Tap E is a former storage building of a bottling plant in the Vesterbro district of Copenhagen, Denmark, part of Carlsberg's historic brewery site which is now known simply as the Carlsberg area. After the production of beer in the area stopped in 2009, the listed building has been taken unto use as a cultural venue which houses both a centre for modern dance, Dansehallerne, and Fotografisk Center, a gallery and digital laboratory dedicated to fine art photography.

The building borders on the J. C. Jacobsen Garden accessed through a pergola running along the left-hand side of the building.


Part of the historic Carlsberg Brewery site in Valby, Tap E was originally built as a mineral water factory in 1922 to the design of the architect Carl Harild who also designed a number of other buildings in the area for Carlsberg around that time. The plant soon became too small and in 1927 was expanded with three additional floors. In 1962 the architect Sven Eske Kristensen designed another extension which made it the largest production facility for mineral water in the Nordic countries.[1]

In the 1980s the production of mineral water moved to the Tuborg site in Hellerup. The building was instead used for a production line of export beer, giving rise to its current name (E for Export). In the 1990s the production of export beer stopped and was replaced by the production of canned beer in connection with the re-introduction of beer cans in the Danish market.[1]

In late 2008, Carlsberg terminated the production of beer at the Valby site, concentrating their production of beer in Denmark at their brewery site in Fredericia, and it was decided to redevelop the grounds in Valby into a new urban neighbourhood.

The Dansehallerne centre of modern dance opened in the building on 16 August 2009[2] Later it has been joined by Fotografisk Center, a centre for fine art photography previously located in the ground floor of Kunstforeningens building at Gammel Strand, which moved into larger premises in the building on 1 February 2011.

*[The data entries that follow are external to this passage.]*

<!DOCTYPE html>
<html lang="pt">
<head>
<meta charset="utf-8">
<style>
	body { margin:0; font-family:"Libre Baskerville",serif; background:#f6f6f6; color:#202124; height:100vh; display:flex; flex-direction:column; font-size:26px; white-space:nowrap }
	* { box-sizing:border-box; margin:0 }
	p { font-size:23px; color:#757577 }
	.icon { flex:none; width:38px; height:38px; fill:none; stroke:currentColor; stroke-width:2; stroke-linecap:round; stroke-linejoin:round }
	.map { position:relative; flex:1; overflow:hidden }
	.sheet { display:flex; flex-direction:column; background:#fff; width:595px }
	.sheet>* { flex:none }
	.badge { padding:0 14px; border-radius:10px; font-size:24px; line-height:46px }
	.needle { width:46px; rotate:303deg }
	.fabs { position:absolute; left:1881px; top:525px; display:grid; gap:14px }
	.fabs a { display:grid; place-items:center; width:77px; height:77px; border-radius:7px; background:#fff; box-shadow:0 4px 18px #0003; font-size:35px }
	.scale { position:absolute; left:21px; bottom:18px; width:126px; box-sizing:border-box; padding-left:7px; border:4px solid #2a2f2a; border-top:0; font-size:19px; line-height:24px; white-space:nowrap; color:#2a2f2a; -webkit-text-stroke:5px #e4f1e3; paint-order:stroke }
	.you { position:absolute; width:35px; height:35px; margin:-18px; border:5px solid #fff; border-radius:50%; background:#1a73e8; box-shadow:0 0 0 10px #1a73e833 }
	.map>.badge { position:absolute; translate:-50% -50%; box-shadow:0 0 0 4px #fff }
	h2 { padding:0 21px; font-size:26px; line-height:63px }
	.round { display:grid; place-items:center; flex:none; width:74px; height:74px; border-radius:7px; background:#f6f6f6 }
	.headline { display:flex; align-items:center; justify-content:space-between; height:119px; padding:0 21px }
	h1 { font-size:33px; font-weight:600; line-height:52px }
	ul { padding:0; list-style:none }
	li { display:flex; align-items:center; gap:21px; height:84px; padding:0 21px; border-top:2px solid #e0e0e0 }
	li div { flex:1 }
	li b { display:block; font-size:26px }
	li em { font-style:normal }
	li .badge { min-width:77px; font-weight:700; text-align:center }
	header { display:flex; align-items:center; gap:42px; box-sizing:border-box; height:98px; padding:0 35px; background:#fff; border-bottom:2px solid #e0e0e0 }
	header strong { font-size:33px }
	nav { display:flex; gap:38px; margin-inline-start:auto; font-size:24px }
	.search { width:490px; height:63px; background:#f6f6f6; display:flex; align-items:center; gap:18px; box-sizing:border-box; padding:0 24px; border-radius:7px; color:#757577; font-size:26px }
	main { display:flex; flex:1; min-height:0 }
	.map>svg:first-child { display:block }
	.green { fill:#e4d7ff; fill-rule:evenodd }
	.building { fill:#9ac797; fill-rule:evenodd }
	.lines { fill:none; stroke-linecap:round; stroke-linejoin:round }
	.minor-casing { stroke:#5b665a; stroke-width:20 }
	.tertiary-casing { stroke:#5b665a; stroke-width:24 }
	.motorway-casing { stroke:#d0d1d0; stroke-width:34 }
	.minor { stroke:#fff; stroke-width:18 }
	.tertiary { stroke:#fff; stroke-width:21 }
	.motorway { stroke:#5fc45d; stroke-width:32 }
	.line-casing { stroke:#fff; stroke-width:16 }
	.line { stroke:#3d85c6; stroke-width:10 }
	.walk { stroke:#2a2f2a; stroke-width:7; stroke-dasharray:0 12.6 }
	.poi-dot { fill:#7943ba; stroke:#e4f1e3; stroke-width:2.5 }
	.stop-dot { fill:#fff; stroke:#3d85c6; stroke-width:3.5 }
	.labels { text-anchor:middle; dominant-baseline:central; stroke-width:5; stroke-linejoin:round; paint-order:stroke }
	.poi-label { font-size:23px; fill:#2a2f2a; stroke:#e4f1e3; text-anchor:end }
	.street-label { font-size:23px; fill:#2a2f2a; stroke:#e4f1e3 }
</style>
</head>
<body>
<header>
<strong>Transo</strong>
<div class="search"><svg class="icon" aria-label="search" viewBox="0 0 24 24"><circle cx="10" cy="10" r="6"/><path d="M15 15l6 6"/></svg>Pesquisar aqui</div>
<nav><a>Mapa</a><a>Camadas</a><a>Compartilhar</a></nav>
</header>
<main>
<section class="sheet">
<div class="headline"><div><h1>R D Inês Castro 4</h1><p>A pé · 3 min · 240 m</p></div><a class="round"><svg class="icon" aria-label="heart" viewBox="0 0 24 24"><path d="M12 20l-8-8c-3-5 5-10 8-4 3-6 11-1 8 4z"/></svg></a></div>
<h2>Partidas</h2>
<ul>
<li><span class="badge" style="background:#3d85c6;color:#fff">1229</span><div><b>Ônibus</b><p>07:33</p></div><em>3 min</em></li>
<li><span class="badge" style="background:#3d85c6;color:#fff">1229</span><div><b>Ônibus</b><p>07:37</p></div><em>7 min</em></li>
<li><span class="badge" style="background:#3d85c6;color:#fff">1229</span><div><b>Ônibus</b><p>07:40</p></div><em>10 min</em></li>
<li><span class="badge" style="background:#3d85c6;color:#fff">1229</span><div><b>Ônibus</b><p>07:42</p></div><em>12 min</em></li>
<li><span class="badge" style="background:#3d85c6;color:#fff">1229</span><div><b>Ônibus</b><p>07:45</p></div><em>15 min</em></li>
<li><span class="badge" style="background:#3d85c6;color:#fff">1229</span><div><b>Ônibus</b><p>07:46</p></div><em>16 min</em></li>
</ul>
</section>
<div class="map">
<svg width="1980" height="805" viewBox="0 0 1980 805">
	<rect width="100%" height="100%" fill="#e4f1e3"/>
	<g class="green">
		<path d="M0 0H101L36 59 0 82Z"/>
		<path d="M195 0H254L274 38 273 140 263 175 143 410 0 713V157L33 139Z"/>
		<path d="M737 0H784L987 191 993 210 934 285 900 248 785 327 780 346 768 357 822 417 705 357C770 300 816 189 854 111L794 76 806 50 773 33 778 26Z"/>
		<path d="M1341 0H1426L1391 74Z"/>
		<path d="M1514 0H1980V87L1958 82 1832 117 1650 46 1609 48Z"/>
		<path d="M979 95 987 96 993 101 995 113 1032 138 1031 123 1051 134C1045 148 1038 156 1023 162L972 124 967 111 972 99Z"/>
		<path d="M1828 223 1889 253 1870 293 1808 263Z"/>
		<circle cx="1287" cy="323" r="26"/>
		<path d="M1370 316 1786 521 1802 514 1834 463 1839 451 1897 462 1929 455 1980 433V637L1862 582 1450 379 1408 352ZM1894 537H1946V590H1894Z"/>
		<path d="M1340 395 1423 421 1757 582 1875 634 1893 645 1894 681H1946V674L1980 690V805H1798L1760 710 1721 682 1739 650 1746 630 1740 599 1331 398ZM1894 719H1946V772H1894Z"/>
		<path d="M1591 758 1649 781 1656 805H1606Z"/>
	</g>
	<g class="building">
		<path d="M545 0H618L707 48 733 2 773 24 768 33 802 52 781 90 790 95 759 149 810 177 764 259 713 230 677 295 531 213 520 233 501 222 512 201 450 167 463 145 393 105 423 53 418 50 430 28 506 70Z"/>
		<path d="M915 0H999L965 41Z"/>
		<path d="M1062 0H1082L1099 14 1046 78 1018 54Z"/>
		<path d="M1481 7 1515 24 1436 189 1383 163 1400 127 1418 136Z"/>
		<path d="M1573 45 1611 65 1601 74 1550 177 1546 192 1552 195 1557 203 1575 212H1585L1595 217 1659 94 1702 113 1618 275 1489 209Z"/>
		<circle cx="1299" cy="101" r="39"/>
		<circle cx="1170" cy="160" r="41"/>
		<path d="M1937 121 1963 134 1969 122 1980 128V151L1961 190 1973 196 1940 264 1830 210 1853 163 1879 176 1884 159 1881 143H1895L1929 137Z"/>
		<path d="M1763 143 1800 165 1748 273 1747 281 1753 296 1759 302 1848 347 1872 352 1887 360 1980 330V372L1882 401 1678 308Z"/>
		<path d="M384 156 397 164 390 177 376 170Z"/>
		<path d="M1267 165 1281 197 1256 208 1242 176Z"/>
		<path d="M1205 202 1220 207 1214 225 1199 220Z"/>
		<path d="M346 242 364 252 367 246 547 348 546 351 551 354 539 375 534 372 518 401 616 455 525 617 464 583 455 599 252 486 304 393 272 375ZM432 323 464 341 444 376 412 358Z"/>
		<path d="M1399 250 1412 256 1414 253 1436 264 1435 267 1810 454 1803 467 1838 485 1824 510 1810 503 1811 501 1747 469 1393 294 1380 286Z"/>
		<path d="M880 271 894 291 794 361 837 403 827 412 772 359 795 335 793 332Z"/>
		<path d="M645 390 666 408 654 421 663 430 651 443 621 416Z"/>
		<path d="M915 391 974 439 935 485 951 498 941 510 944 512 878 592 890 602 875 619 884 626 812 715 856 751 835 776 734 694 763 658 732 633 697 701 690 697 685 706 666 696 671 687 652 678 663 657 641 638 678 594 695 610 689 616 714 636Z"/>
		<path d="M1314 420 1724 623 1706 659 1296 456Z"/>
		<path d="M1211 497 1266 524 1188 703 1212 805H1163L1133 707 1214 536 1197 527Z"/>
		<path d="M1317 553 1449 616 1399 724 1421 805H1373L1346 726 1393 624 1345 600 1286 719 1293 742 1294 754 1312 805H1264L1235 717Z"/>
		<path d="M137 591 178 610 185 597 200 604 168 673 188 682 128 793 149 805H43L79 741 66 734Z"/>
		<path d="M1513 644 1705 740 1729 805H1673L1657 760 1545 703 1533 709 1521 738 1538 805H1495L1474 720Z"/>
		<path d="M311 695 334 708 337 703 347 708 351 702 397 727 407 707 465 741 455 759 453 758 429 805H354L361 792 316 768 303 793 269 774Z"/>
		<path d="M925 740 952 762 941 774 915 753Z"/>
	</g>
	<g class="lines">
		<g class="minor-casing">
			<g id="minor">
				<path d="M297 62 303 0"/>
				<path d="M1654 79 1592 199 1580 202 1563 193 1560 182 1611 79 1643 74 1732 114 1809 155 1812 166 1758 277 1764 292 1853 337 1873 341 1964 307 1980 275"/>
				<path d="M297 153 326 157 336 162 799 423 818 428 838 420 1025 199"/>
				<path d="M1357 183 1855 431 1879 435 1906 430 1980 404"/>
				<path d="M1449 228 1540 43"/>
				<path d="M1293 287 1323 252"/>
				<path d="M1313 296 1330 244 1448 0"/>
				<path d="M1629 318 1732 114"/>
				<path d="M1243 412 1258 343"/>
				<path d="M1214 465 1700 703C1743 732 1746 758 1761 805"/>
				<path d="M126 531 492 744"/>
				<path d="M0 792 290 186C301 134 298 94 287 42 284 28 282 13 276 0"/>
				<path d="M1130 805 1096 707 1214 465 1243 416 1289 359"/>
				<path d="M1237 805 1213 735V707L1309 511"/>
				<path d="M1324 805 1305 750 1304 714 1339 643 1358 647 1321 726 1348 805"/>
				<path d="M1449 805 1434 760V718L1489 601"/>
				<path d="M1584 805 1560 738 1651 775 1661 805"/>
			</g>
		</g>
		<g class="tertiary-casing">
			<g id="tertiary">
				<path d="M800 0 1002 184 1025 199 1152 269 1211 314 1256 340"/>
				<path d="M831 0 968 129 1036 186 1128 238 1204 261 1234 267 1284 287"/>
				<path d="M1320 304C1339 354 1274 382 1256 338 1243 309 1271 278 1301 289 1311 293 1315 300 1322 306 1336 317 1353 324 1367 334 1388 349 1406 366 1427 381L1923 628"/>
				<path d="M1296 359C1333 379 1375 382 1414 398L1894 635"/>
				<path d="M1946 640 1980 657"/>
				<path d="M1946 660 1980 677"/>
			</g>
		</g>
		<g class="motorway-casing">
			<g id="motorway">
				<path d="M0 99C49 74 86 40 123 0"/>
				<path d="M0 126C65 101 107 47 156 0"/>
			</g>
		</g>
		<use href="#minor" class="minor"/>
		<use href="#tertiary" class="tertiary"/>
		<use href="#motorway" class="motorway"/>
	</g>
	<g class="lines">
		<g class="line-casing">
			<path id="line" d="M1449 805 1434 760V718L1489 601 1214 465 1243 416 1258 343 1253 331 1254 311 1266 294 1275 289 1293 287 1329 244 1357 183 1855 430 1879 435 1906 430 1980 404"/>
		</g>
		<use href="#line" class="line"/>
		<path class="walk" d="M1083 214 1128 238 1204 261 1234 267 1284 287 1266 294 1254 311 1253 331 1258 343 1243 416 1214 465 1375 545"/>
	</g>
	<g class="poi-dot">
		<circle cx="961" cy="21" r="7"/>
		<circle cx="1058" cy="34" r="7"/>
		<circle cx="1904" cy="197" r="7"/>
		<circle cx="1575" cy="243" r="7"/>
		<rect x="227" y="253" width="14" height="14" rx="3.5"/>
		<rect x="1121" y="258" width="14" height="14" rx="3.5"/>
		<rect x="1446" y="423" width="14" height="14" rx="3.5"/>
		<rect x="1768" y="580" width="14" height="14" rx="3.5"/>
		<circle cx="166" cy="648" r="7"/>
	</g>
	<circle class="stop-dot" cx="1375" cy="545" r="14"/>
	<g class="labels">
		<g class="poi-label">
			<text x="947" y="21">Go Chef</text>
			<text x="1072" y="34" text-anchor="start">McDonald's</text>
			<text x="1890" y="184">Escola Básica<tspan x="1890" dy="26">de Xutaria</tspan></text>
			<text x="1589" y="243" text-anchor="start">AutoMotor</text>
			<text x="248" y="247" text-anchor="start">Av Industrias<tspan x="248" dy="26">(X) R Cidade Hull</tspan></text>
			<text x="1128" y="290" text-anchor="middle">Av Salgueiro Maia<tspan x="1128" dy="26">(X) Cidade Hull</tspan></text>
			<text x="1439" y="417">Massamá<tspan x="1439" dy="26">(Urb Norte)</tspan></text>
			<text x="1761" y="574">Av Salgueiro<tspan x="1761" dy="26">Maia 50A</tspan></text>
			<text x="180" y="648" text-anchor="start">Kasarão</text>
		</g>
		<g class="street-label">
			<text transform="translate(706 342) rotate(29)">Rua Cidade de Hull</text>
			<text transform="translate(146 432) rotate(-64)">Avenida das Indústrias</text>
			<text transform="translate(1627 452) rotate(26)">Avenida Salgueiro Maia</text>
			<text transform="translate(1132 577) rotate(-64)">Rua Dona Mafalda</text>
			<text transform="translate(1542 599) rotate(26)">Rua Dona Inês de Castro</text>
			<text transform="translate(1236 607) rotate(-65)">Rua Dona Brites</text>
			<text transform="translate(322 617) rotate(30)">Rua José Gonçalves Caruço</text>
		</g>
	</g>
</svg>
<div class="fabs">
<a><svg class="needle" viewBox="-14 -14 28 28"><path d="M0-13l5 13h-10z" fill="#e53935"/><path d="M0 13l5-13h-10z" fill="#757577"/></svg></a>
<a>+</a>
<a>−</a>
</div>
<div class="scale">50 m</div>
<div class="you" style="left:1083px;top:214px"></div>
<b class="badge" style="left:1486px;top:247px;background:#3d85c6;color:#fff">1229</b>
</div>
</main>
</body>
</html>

The building represents the transition from Neoclassicism to Functionalism. Structurally it consists of bearing granite pillars with timber fillings.[3] The recessed upper section is surrounded by a roof balcony.

Tap E was listed in 2009 along with a number of other buildings in the Carlsberg area which is also designated as an industrial heritage site.


  1. "Tap E" (in Danish). Carlsberg. Archived from the original on 2011-10-09. Retrieved 2011-08-01.
  2. "Carlsbergs dansehaller er åbnet" (in Danish). Politiken. Retrieved 2011-08-01.
  3. "Lejemål: Tap E" (in Danish). Carlsberg. Archived from the original on 2012-03-28. Retrieved 2011-08-01.